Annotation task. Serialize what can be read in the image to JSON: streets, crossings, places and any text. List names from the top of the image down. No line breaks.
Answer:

==

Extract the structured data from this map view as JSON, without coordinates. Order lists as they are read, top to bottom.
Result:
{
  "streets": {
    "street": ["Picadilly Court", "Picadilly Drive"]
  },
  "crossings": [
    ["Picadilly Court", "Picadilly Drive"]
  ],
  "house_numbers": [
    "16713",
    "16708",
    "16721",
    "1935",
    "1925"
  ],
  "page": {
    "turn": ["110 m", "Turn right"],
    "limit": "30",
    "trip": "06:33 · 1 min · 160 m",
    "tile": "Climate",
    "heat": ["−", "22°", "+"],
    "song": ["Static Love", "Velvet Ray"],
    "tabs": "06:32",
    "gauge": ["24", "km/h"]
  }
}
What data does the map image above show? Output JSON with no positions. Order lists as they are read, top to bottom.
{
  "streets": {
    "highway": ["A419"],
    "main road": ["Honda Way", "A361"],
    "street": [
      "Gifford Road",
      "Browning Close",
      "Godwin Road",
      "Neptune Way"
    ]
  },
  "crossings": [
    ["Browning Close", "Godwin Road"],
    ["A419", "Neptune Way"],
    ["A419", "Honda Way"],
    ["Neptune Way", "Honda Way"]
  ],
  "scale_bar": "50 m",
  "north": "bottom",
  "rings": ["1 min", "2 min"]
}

--

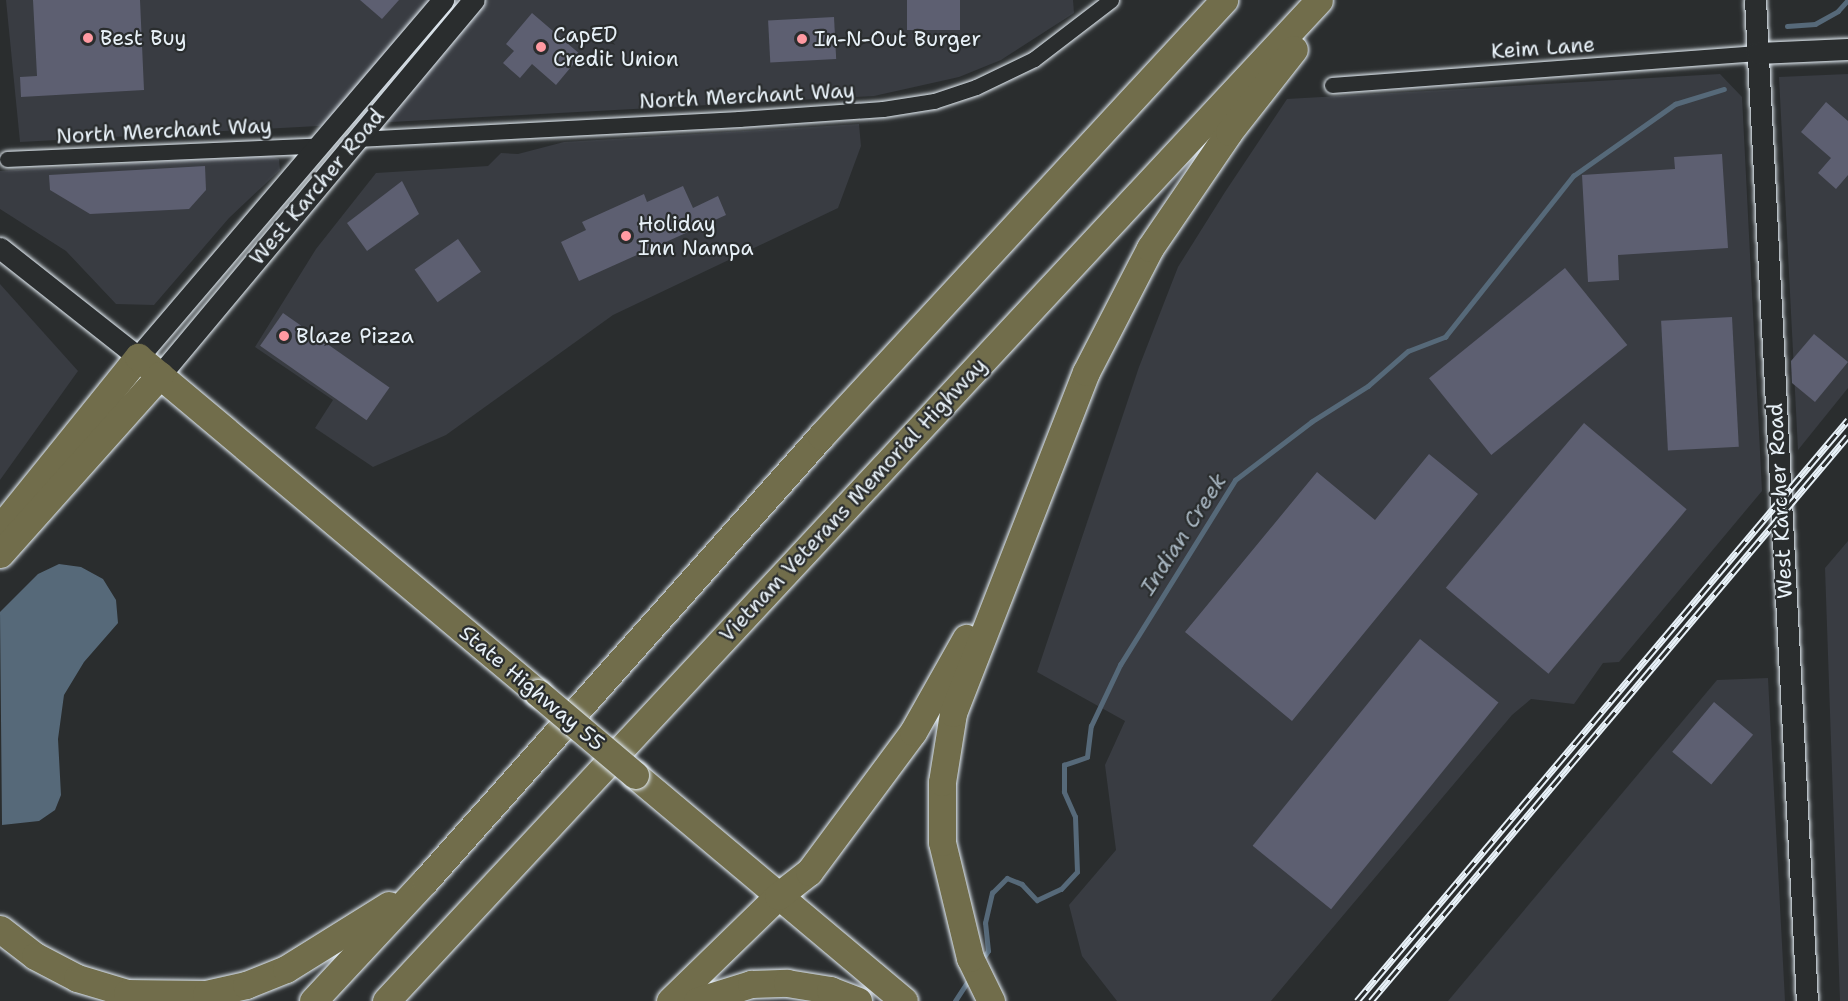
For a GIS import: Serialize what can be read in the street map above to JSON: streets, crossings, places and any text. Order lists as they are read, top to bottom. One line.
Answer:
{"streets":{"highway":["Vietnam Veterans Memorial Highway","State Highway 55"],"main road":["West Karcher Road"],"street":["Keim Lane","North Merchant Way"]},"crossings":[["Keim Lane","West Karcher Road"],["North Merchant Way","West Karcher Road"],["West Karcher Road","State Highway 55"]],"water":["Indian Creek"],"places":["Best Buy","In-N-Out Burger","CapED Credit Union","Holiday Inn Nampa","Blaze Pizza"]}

WHAT YOU NEED TO DO:
Each line above with the string "from" in it should be located and copied.

TASK ANSWER:
Annotation task. Serialize what can be read in the image to JSON: streets, crossings, places and any text. List names from the top of the image down. No line breaks.
Extract the structured data from this map view as JSON, without coordinates. Order lists as they are read, top to bottom.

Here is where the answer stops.